D’autre part, ces sculptures n’ont pas été faites sur le chantier, les pierres ont seulement été dégrossies et ensuite sculptées une fois le bloc posé, ceci afin d’éviter les risques de choc lors de la pose des voûtes.
Selon le mode de construction, les piles sont montées au niveau du départ des voûtes et on procède ensuite à la mise en place de la charpente de bois, afin de protéger les voûtes très lentes à sécher qui sont installées ensuite.

La grande voûte octopartite est mise en place.

On ne retrouve cette forme de voûte que dans la région, à Voulton et à Ferrière en Brie. Cette idée n’a pas été reprise ailleurs. Cette voûte est constituée de 4 tranches intermédiaires fortement surhaussées et de quatre tranches ayant un tracé brisé avec une flèche considérable.
Cet ensemble donne plus une impression de dôme que de voûte d’ogive. Dans les combles, cette voûte a un aspect de coupole. Bien que les tas de charge soient importants, les poussées sont réparties de façon diffuse sur les murs goutterots et les piles-fortes. La mise en place des arcs-boutants ayant été décidée lors de la pose de la voûte.
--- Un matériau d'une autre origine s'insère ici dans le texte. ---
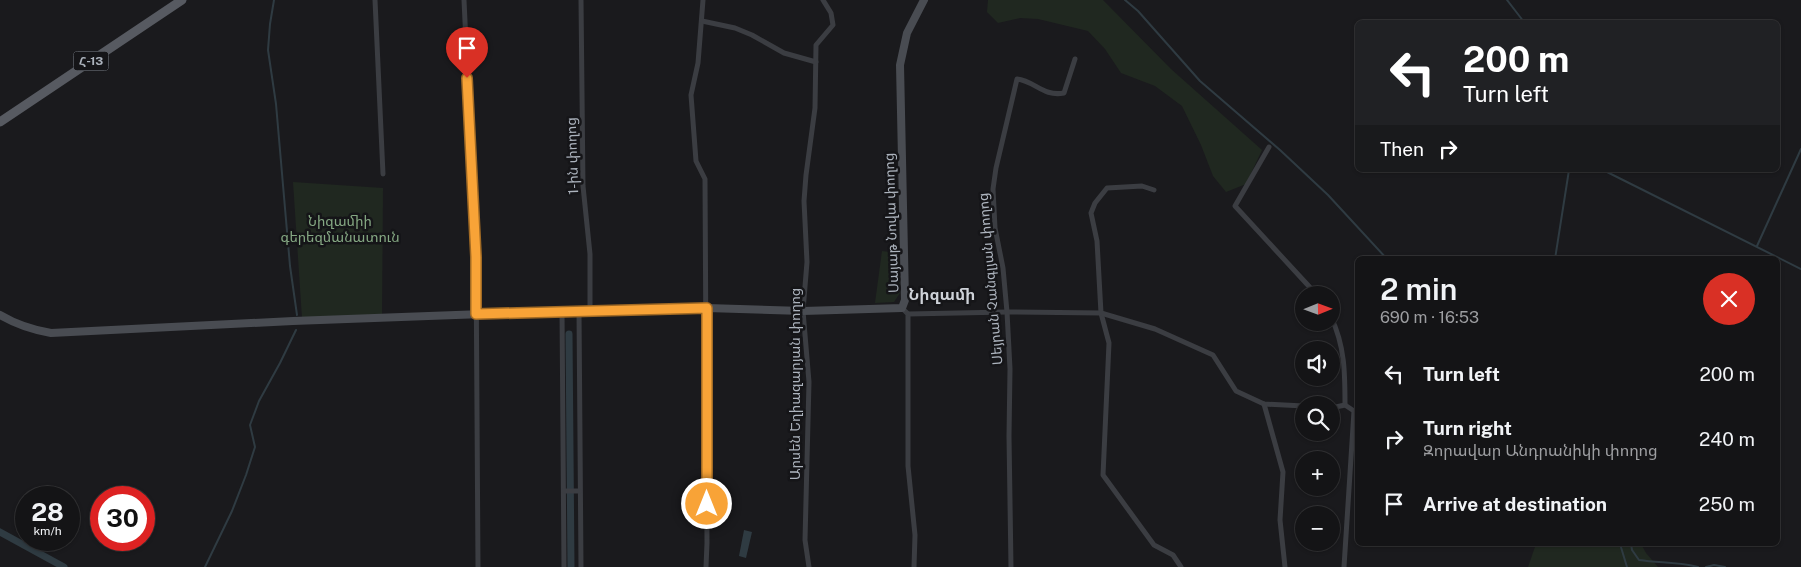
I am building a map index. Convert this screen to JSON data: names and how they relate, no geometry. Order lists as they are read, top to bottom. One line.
{"streets":{"main road":["Հ-13","Սայաթ Նովա փողոց"],"street":["1-ին փողոց","Սեյրան Չանգլյան փողոց","Արսեն Եղիազարյան փողոց"]},"districts":["Նիզամի"],"parks":["Նիզամիի գերեզմանատուն"],"north":"right","page":{"turn":["200 m","Turn left"],"then":"Then","heading":["2 min","690 m · 16:53"],"map_buttons":["+","−"],"list":[{"name":"Turn left","value":"200 m"},{"name":"Turn right","note":"Զորավար Անդրանիկի փողոց","value":"240 m"},{"name":"Arrive at destination","value":"250 m"}],"speed":"28 km/h","limit":"30"}}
Le triforium qui court autour du chœur et du sanctuaire était ouvert sur les combles. Le surhaussement des murs extérieurs au XIII siècle ( à cause de la voûte) produisait un apport considérable de lumière, mais aussi de courants d’air. Les arcades seront murées à une époque inconnue. Ce triforium porte le même décor que les colonnes de base.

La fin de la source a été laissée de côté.